▶ _Problem details_
Exclude the pictures, then copy word for word the lines running from the beginning of the records through the line with "display:grid; place-items:center; width:40px;".

▶ _Provided records_

╔══

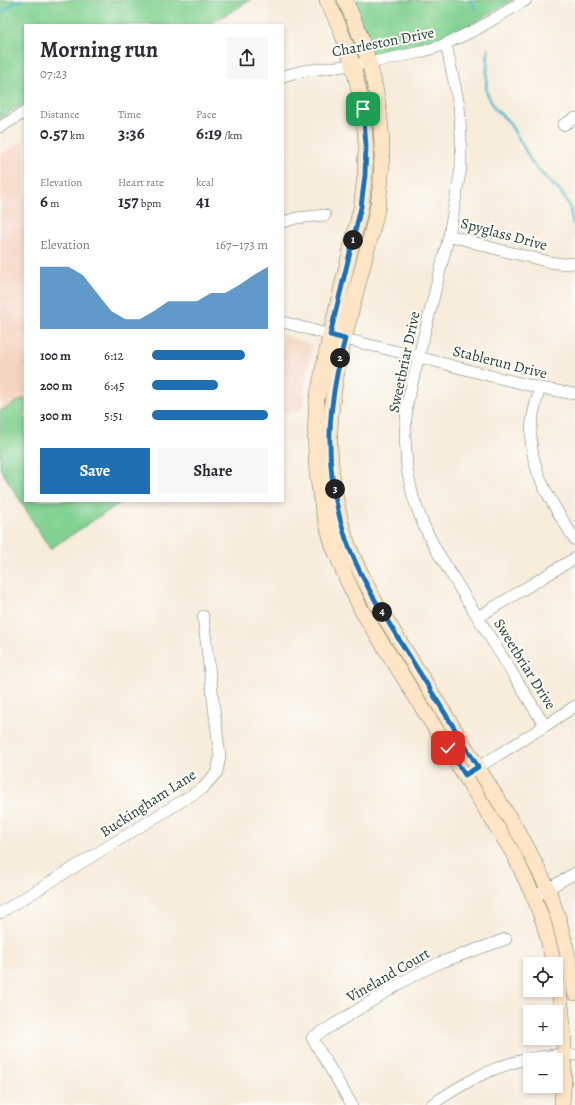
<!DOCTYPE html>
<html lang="en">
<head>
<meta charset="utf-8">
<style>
  :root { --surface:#fff; --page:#f7f7f7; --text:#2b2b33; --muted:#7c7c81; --accent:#1f6fb2 }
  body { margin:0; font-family:Alegreya,serif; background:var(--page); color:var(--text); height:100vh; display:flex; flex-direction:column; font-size:15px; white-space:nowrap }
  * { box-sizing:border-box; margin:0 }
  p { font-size:13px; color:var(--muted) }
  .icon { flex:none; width:22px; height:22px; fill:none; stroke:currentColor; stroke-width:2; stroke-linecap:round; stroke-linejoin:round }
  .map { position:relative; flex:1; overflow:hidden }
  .details { position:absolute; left:24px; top:24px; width:260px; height:478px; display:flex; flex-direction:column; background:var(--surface); border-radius:0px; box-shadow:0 2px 6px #0003 }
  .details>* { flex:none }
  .fabs { position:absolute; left:523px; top:957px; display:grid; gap:8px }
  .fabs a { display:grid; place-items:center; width:40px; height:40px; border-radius:0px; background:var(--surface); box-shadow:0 2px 6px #0003; font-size:20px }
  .pin { position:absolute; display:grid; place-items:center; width:34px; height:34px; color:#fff; margin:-17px; border-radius:8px; box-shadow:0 2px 6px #0006 }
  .km { position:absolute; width:20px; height:20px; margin:-10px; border-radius:50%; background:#222; color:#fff; font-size:11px; line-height:20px; text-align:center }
  .round { display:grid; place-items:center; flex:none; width:42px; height:42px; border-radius:0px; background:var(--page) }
  .headline { display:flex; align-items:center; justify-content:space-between; height:68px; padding:0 16px }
  h1 { font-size:22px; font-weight:700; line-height:30px }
  .metrics { display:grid; grid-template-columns:repeat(3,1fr); gap:6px; height:68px; padding:4px 16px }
  .metrics div { display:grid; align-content:center }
  .metrics b { font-size:17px; font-weight:700 }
  .metrics small { font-size:11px; font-weight:400 }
  .metrics p { font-size:11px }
  .chart { height:112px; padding:8px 16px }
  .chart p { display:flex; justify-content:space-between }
  .chart svg { width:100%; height:72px; margin-top:4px; fill:var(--accent); opacity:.7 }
  .primary-button { display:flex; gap:8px; margin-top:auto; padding:8px 16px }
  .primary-button a { flex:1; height:46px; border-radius:0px; background:var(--accent); color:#fff; font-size:16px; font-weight:700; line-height:46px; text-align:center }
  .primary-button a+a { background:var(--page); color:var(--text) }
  ul { padding:0 16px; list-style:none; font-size:13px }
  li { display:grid; grid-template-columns:64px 48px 1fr; align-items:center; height:30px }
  li i { height:10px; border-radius:5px; background:var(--accent) }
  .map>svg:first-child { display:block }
</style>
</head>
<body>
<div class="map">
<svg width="575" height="1105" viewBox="0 0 575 1105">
  <rect width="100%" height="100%" fill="#fdfcf7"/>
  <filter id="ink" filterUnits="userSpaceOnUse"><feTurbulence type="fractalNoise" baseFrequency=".025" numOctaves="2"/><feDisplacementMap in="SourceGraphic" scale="8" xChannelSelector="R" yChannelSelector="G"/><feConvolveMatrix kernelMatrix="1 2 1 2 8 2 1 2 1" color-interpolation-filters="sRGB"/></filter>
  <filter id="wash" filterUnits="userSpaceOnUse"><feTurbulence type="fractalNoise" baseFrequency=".012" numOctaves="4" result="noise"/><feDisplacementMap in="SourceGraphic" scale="16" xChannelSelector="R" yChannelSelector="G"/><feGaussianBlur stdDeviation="0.9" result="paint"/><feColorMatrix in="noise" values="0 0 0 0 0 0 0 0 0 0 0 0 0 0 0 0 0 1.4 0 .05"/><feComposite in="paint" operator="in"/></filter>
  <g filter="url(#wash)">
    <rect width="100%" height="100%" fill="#f8ecdb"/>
    <path fill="#f4d3c0" d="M25,140V501H123L50,549L0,468V155Z
      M283,335L312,345L302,410L283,414Z"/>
    <path fill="#82d191" stroke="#508762" d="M0,0H251L208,25H25V103L0,118Z
      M351,0H514C490,13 467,28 442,38C420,47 396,50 373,55Z
      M25,398V501H123L50,549L0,468V411Z"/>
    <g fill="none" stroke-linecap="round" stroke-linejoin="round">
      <path stroke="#4cb8c8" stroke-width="2.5" d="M471,0L475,9
        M0,14L15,2L22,0
        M488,49L486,91L494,108L508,121L522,144L532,163L547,179L561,192L569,205L573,224"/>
    </g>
  </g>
  <g filter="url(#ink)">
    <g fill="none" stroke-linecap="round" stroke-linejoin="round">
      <defs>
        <path id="street" d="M446,44L459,105L461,136V168L449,235L407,404L405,436L407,469L413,497L423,524L435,548L545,726
          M283,76L302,71L369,63L421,52L437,47L443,45L477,29L526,0
          M563,125L575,118
          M0,127L25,112
          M283,222L296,218L325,215
          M449,235L496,249L550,262L563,264L575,263
          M283,322L345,339L419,357L487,375L540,388L575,394
          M540,388C536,402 531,417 531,433C530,474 555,507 575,540
          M478,617L575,558
          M472,771L545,726L575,706
          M534,897L575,873
          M0,913L203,788L217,772L220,757L203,616
          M352,1105L312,1038L409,978L439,963L506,939
          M431,1105C446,1095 462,1085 479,1076C508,1062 542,1053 575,1055"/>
        <path id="secondary" d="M327,0L340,28L353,65L363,109L366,145L365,175L361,207L330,335L317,399L315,432L317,474L323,510L333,546L346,578L362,611L513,853L534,897L544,924L554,964
          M345,0C377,68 390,136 377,210C374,225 370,239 366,253C352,311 332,372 330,431C329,465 336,508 346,539C354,562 366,583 377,605L525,843L548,889L559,920L567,952L575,993
          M556,975C565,1018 566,1061 562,1105"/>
      </defs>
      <use href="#street" stroke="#6b7a6e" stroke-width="12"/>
      <use href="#secondary" stroke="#6b7a6e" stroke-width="16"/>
      <use href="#street" stroke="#fff" stroke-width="11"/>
      <use href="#secondary" stroke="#fde5c5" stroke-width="15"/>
    </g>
  </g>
  <g fill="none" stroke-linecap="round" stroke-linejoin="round" filter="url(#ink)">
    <defs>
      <path id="route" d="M363,109L366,145L365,175L361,207L330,335L345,339C337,370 331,401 330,432C329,468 335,506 346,539C360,578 383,614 405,649C429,688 454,727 478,767L465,775L448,748"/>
    </defs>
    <use href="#route" stroke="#fff" stroke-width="8"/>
    <use href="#route" stroke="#1f6fb2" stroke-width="5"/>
  </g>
  <g text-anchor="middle" stroke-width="4" stroke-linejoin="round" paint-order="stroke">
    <g font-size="15" fill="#1f3d34" stroke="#fdfcf7">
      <text transform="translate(383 42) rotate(-11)" y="5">Charleston Drive</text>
      <text transform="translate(504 234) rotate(15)" y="5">Spyglass Drive</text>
      <text transform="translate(404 362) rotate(-78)" y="5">Sweetbriar Drive</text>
      <text transform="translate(500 362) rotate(14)" y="5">Stablerun Drive</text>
      <text transform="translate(525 664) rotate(58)" y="5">Sweetbriar Drive</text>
      <text transform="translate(148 803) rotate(-33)" y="5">Buckingham Lane</text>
      <text transform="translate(388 975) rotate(-30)" y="5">Vineland Court</text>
    </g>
  </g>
</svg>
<div class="fabs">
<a><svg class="icon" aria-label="locate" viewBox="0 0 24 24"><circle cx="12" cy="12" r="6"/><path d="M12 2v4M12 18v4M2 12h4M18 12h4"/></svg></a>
<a>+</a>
<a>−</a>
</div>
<div class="pin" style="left:363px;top:109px;background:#1e9e55"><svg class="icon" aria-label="arrive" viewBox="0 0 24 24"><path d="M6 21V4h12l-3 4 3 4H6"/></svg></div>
<div class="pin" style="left:448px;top:748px;background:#d93025"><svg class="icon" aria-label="check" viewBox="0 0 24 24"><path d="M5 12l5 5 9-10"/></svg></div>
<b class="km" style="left:353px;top:240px">1</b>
<b class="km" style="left:340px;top:358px">2</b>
<b class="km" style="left:335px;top:489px">3</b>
<b class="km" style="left:382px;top:612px">4</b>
<section class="details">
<div class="headline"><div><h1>Morning run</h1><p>07:23</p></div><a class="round"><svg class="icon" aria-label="share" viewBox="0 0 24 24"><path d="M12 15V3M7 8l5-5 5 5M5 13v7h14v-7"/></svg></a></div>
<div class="metrics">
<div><p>Distance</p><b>0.57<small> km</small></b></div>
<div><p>Time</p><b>3:36</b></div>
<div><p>Pace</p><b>6:19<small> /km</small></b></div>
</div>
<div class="metrics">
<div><p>Elevation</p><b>6<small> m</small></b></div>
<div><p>Heart rate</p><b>157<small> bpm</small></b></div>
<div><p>kcal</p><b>41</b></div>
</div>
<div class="chart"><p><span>Elevation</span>167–173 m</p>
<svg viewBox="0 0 160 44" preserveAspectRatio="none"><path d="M0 44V6L10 6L20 6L30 11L40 22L50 33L60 38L70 38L80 33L90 27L100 27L110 27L120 22L130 22L140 17L150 11L160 6V44z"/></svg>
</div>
<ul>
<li><b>100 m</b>6:12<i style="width:80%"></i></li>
<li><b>200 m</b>6:45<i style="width:57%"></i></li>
<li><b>300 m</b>5:51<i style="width:100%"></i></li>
</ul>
<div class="primary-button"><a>Save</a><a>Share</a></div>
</section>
</div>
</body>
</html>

╚══

▶ _Result below_
<!DOCTYPE html>
<html lang="en">
<head>
<meta charset="utf-8">
<style>
  :root { --surface:#fff; --page:#f7f7f7; --text:#2b2b33; --muted:#7c7c81; --accent:#1f6fb2 }
  body { margin:0; font-family:Alegreya,serif; background:var(--page); color:var(--text); height:100vh; display:flex; flex-direction:column; font-size:15px; white-space:nowrap }
  * { box-sizing:border-box; margin:0 }
  p { font-size:13px; color:var(--muted) }
  .icon { flex:none; width:22px; height:22px; fill:none; stroke:currentColor; stroke-width:2; stroke-linecap:round; stroke-linejoin:round }
  .map { position:relative; flex:1; overflow:hidden }
  .details { position:absolute; left:24px; top:24px; width:260px; height:478px; display:flex; flex-direction:column; background:var(--surface); border-radius:0px; box-shadow:0 2px 6px #0003 }
  .details>* { flex:none }
  .fabs { position:absolute; left:523px; top:957px; display:grid; gap:8px }
  .fabs a { display:grid; place-items:center; width:40px; height:40px; border-radius:0px; background:var(--surface); box-shadow:0 2px 6px #0003; font-size:20px }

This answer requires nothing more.